Islamic Relief’s orphan sponsorship programme is a lifeline to orphaned children, including the children of widowed mothers, who receive regular cash payments that help children stay in school, access healthcare and pursue hobbies.
The programme’s aim is to give children the support they need to enjoy a safe and happy childhood and prepare for a bright future. A significant achievement of the programme in Afghanistan is that some of the orphans who have graduated from the programme are now in stable employment.
I’m proud to say that I have supported orphaned children by working on the programme and I’d like to thank those who donate to make this work possible. Thanks to their generosity, tens of thousands of children have received sponsorship, including more than 5,000 children in Afghanistan.
Finding work as a widow
Working with widows and orphans quite closely, I see their challenges first hand. The living conditions of the widows whose children we support are poor and many women are limited in the types of employment they can seek.

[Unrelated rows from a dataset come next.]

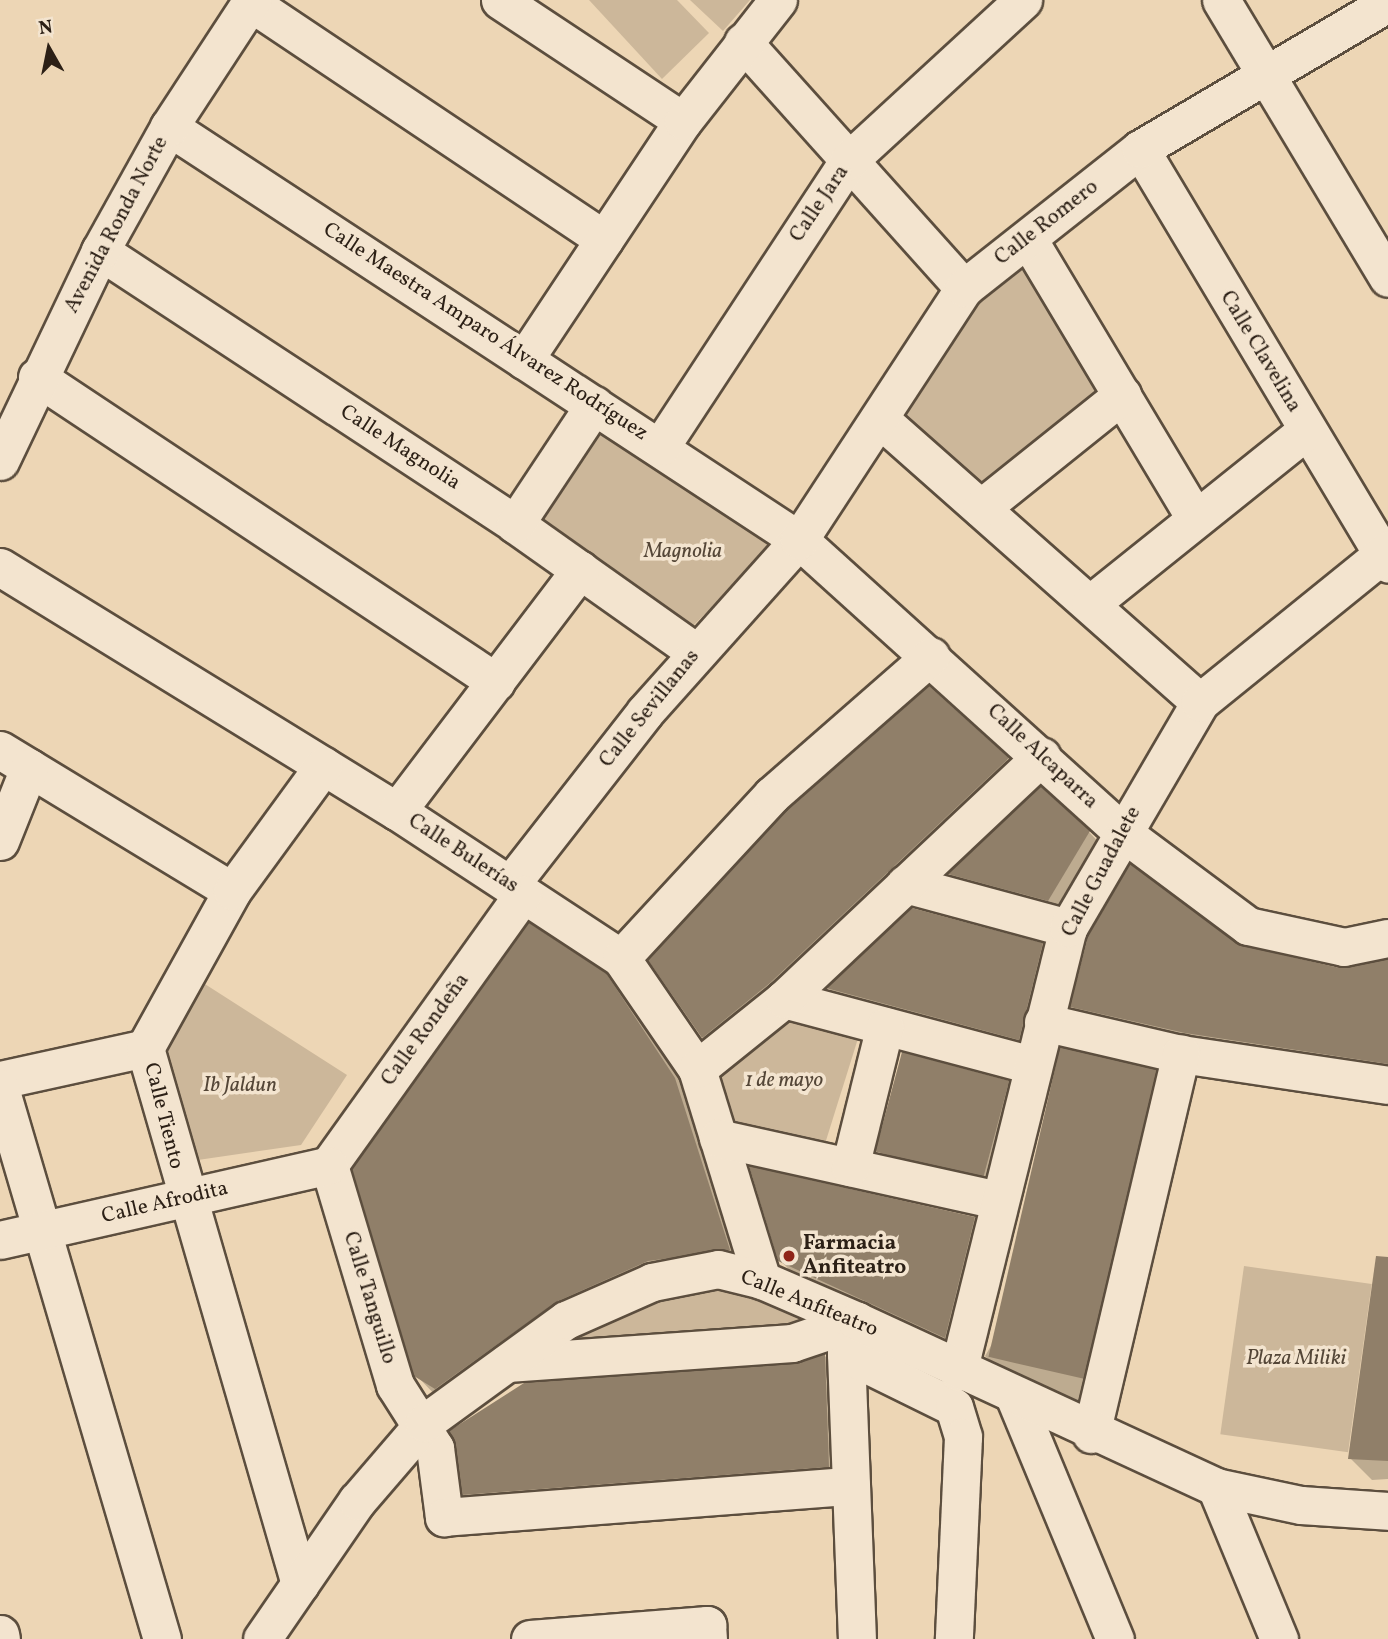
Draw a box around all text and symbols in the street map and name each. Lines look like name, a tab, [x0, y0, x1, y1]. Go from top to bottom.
north arrow	[14, 14, 84, 84]
text: N	[37, 14, 55, 42]
street label: Avenida Ronda Norte	[60, 132, 174, 318]
street label: Calle Jara	[785, 161, 855, 247]
street label: Calle Romero	[990, 175, 1104, 271]
street label: Calle Maestra Amparo Álvarez Rodríguez	[318, 217, 652, 447]
street label: Calle Clavelina	[1214, 287, 1306, 417]
street label: Calle Magnolia	[335, 400, 465, 496]
park label: Magnolia	[644, 539, 722, 565]
street label: Calle Sevillanas	[595, 645, 705, 773]
street label: Calle Alcaparra	[981, 699, 1103, 815]
street label: Calle Guadalete	[1057, 802, 1147, 942]
street label: Calle Bulerías	[403, 809, 523, 899]
street label: Calle Rondeña	[377, 969, 475, 1091]
street label: Calle Tiento	[138, 1060, 188, 1172]
park label: 1 de mayo	[745, 1068, 823, 1094]
park label: Ib Jaldun	[203, 1073, 277, 1099]
street label: Calle Afrodita	[99, 1176, 231, 1230]
street label: Calle Tanguillo	[337, 1229, 401, 1367]
place label: Farmacia Anfiteatro	[803, 1231, 906, 1281]
marker: Farmacia Anfiteatro	[781, 1248, 797, 1264]
street label: Calle Anfiteatro	[737, 1265, 881, 1343]
park label: Plaza Miliki	[1246, 1346, 1346, 1372]

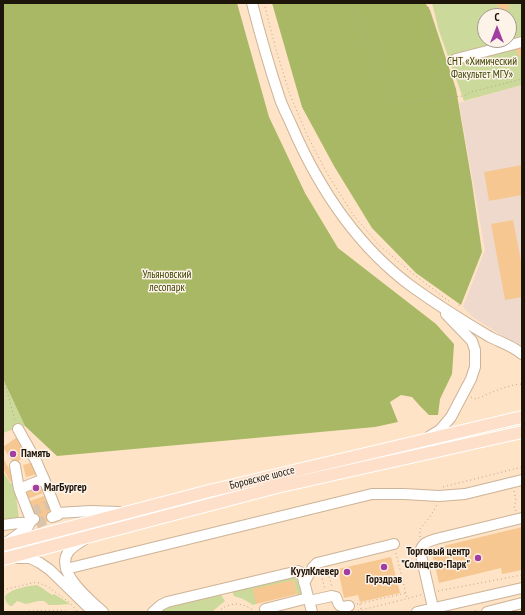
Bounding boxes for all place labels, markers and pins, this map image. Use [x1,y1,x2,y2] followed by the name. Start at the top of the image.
[21,447,50,461] place label: Память
[8,449,18,459] marker: Память
[44,481,87,495] place label: МагБургер
[31,483,41,493] marker: МагБургер
[401,545,470,571] place label: Торговый центр "Солнцево-Парк"
[473,553,483,563] marker: Торговый центр "Солнцево-Парк"
[379,562,389,572] marker: Горздрав
[291,565,339,579] place label: КуулКлевер
[342,567,352,577] marker: КуулКлевер
[366,573,402,587] place label: Горздрав

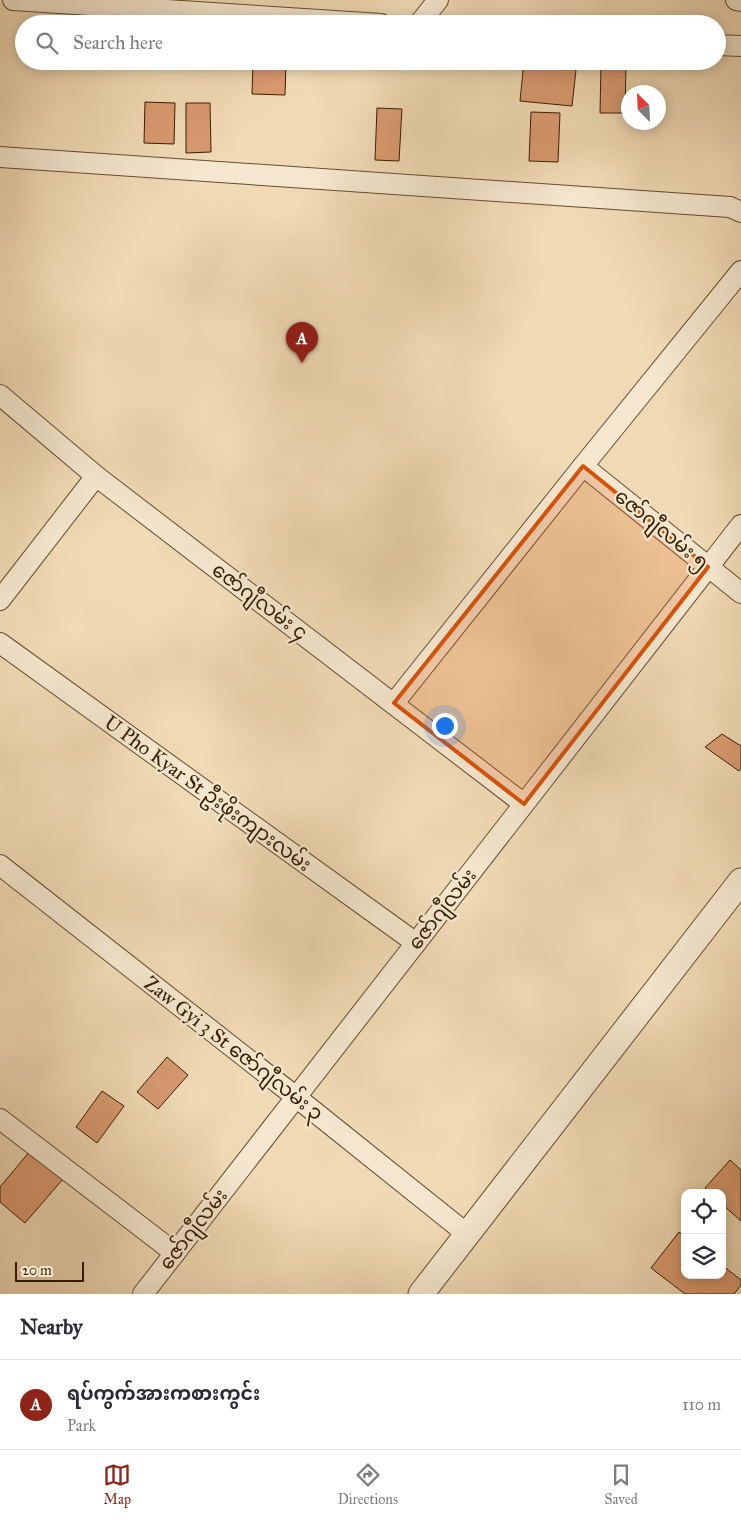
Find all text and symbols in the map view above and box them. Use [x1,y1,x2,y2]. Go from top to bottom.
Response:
search box [15,15,726,70]
icon: search [33,29,61,57]
text: Search here [73,31,163,54]
north arrow [621,85,666,130]
pin: A [286,322,318,363]
street label: ဇော်ဂျီလမ်း ၅ [607,482,715,577]
street label: ဇော်ဂျီလမ်း ၄ [205,556,314,648]
street label: U Pho Kyar St ဦးဖိုးကျားလမ်း [97,708,317,880]
your location [432,713,458,739]
street label: ဇော်ဂျီလမ်း [401,862,484,957]
street label: Zaw Gyi 3 St ဇော်ဂျီလမ်း ၃ [137,969,329,1128]
street label: ဇော်ဂျီလမ်း [152,1182,235,1277]
map controls [681,1189,726,1279]
button: locate [681,1189,726,1234]
button: layers [681,1234,726,1279]
scale bar [15,1259,84,1282]
text: 20 m [22,1262,52,1279]
text: Nearby [20,1314,83,1340]
text: ရပ်ကွက်အားကစားကွင်း [67,1382,260,1405]
text: A [31,1395,41,1414]
text: 110 m [682,1395,721,1414]
text: Park [67,1416,96,1435]
tab: Map [103,1461,131,1508]
tab: Directions [338,1461,398,1508]
tab: Saved [605,1461,638,1508]

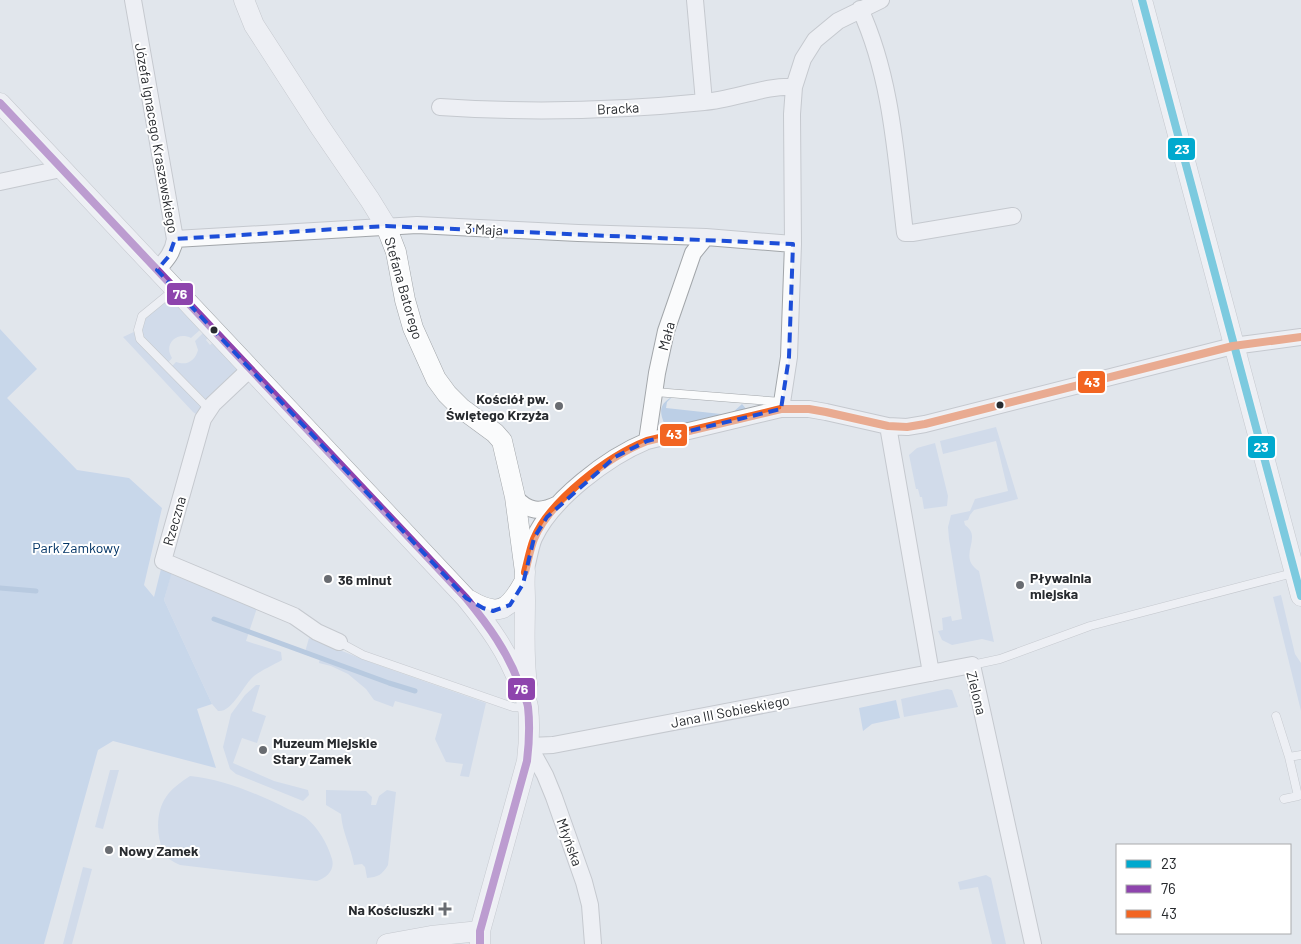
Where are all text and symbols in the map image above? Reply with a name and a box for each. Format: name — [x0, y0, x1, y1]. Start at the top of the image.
street label: Józefa Ignacego Kraszewskiego — [132, 42, 182, 234]
street label: Bracka — [596, 98, 640, 118]
line badge: 23 — [1167, 137, 1196, 161]
text: 23 — [1174, 140, 1190, 157]
street label: 3 Maja — [465, 220, 503, 238]
street label: Stefana Batorego — [381, 235, 427, 341]
line badge: 76 — [166, 282, 194, 306]
text: 76 — [173, 285, 188, 302]
street label: Mała — [654, 320, 678, 352]
unlabelled marker — [209, 325, 219, 335]
line badge: 43 — [1077, 370, 1106, 394]
text: 43 — [1084, 373, 1100, 390]
place label: Kościół pw. Świętego Krzyża — [446, 390, 549, 423]
marker: Kościół pw. Świętego Krzyża — [553, 400, 565, 412]
unlabelled marker — [995, 400, 1005, 410]
line badge: 43 — [659, 423, 688, 447]
text: 43 — [666, 425, 682, 442]
line badge: 23 — [1247, 435, 1276, 459]
text: 23 — [1253, 438, 1269, 455]
street label: Rzeczna — [159, 494, 189, 548]
park label: Park Zamkowy — [32, 539, 120, 556]
place label: Pływalnia miejska — [1030, 569, 1092, 602]
place label: 36 minut — [338, 571, 392, 588]
marker: 36 minut — [322, 573, 334, 585]
marker: Pływalnia miejska — [1014, 579, 1026, 591]
street label: Zielona — [963, 669, 991, 717]
line badge: 76 — [507, 677, 536, 701]
text: 76 — [514, 680, 529, 697]
street label: Jana III Sobieskiego — [669, 691, 791, 731]
place label: Muzeum Miejskie Stary Zamek — [273, 734, 378, 767]
marker: Muzeum Miejskie Stary Zamek — [257, 744, 269, 756]
street label: Młyńska — [554, 816, 586, 868]
place label: Nowy Zamek — [119, 842, 199, 859]
marker: Nowy Zamek — [103, 844, 115, 856]
legend — [1116, 844, 1291, 934]
text: 23 — [1161, 854, 1177, 872]
text: 76 — [1161, 879, 1176, 897]
place label: Na Kościuszki — [348, 901, 434, 918]
marker: Na Kościuszki — [438, 902, 452, 916]
text: 43 — [1161, 904, 1177, 922]

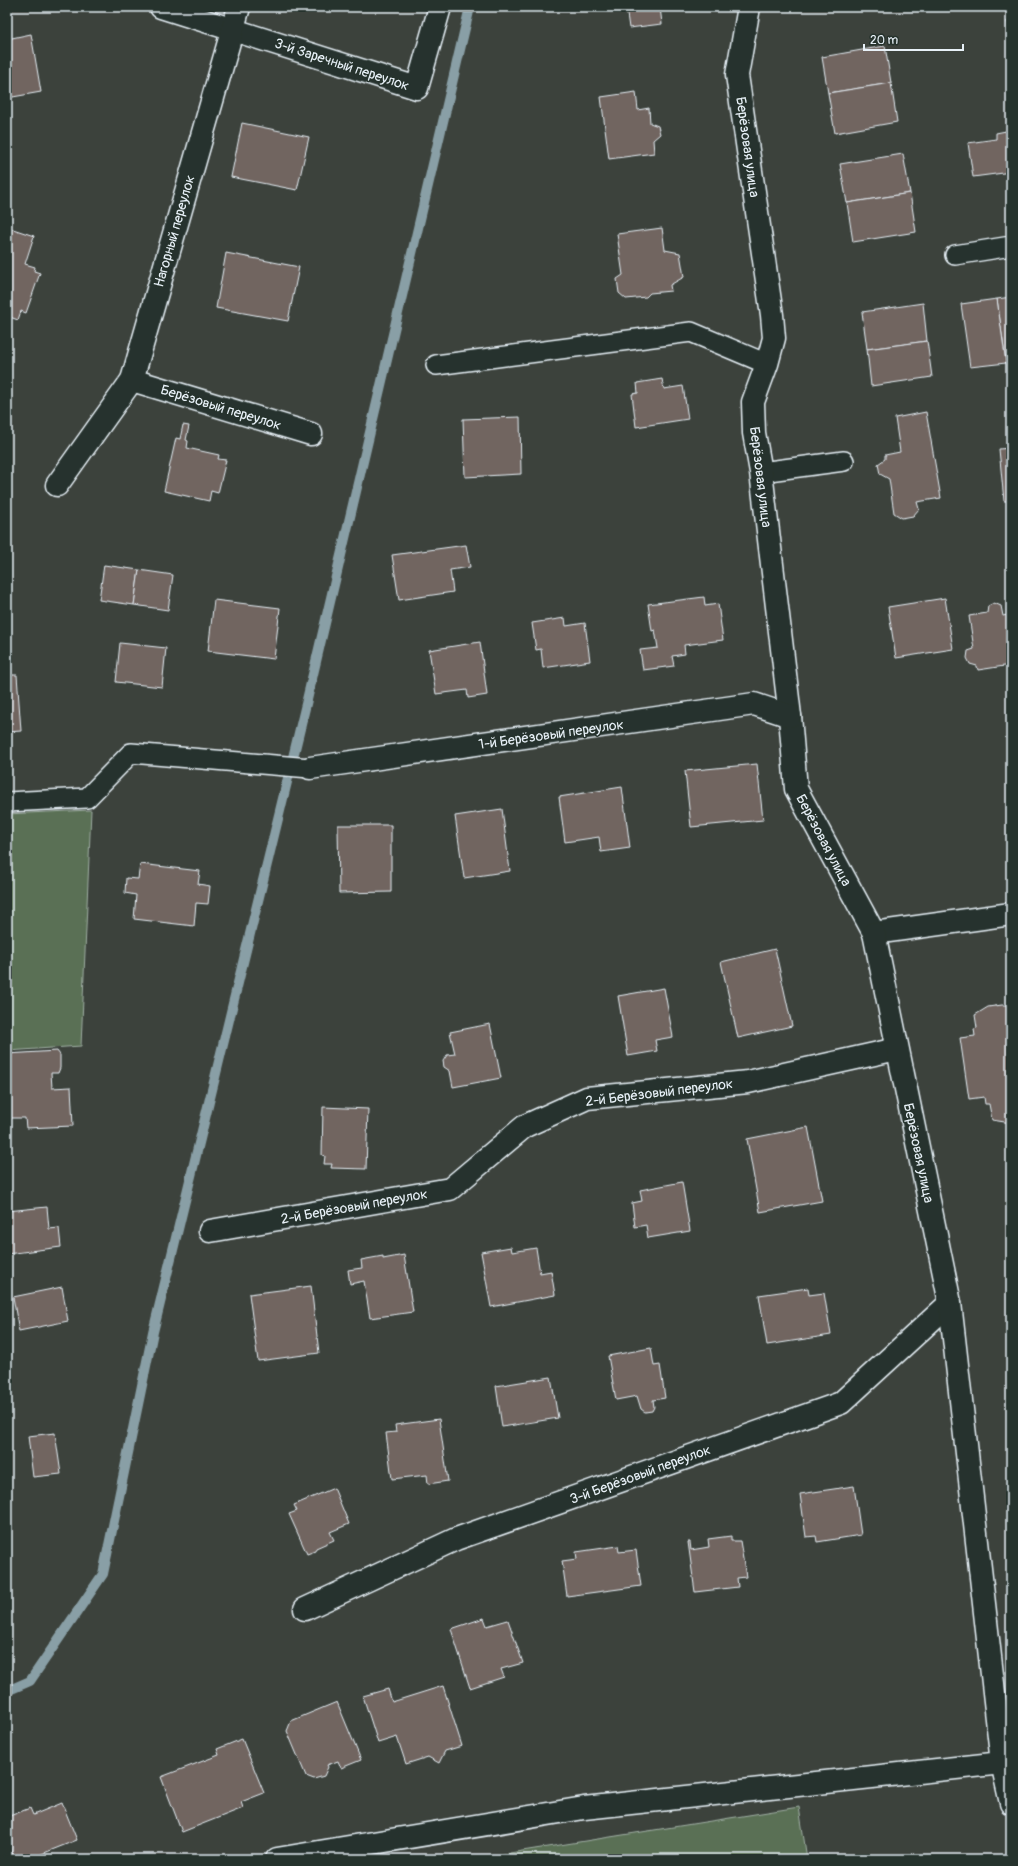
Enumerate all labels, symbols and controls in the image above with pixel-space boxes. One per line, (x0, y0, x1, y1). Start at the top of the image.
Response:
scale bar (864, 26, 963, 52)
text: 20 m (870, 33, 899, 48)
street label: 3-й Заречный переулок (272, 35, 411, 94)
street label: Берёзовая улица (732, 96, 763, 199)
street label: Нагорный переулок (150, 173, 199, 289)
street label: Берёзовый переулок (159, 381, 283, 434)
street label: Берёзовая улица (746, 426, 775, 529)
street label: 1-й Берёзовый переулок (477, 716, 625, 753)
street label: Берёзовая улица (792, 791, 855, 889)
street label: 2-й Берёзовый переулок (584, 1075, 734, 1110)
street label: Берёзовая улица (900, 1102, 937, 1205)
street label: 2-й Берёзовый переулок (279, 1185, 429, 1228)
street label: 3-й Берёзовый переулок (567, 1441, 713, 1508)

High levels of illiteracy confine many women to working as cleaners in other people’s homes, receiving only a small amount of money for their labour that is not enough to cover household expenses.
However, in the current economic situation, many families can no longer afford to employ someone to clean their home, so women’s options for employment have become even more limited. Working outside the home can also be dangerous for women due to negative social attitudes.
Faced with this situation, many widows are forced to remarry and sometimes find that their children are not provided for by their new husband. Children as young as 10 are working in garages, carpentry shops, tailoring shops, or as cleaners to help support their family.
As well as preventing them from accessing education, which could harm their future employment options, working in such places can also be dangerous for children. I recently met a young boy who lost his fingers while working as a mechanic.
While many children may be sent out to work, older orphaned girls often stay home to help look after their siblings, missing out on education and sometimes on marriage in the process.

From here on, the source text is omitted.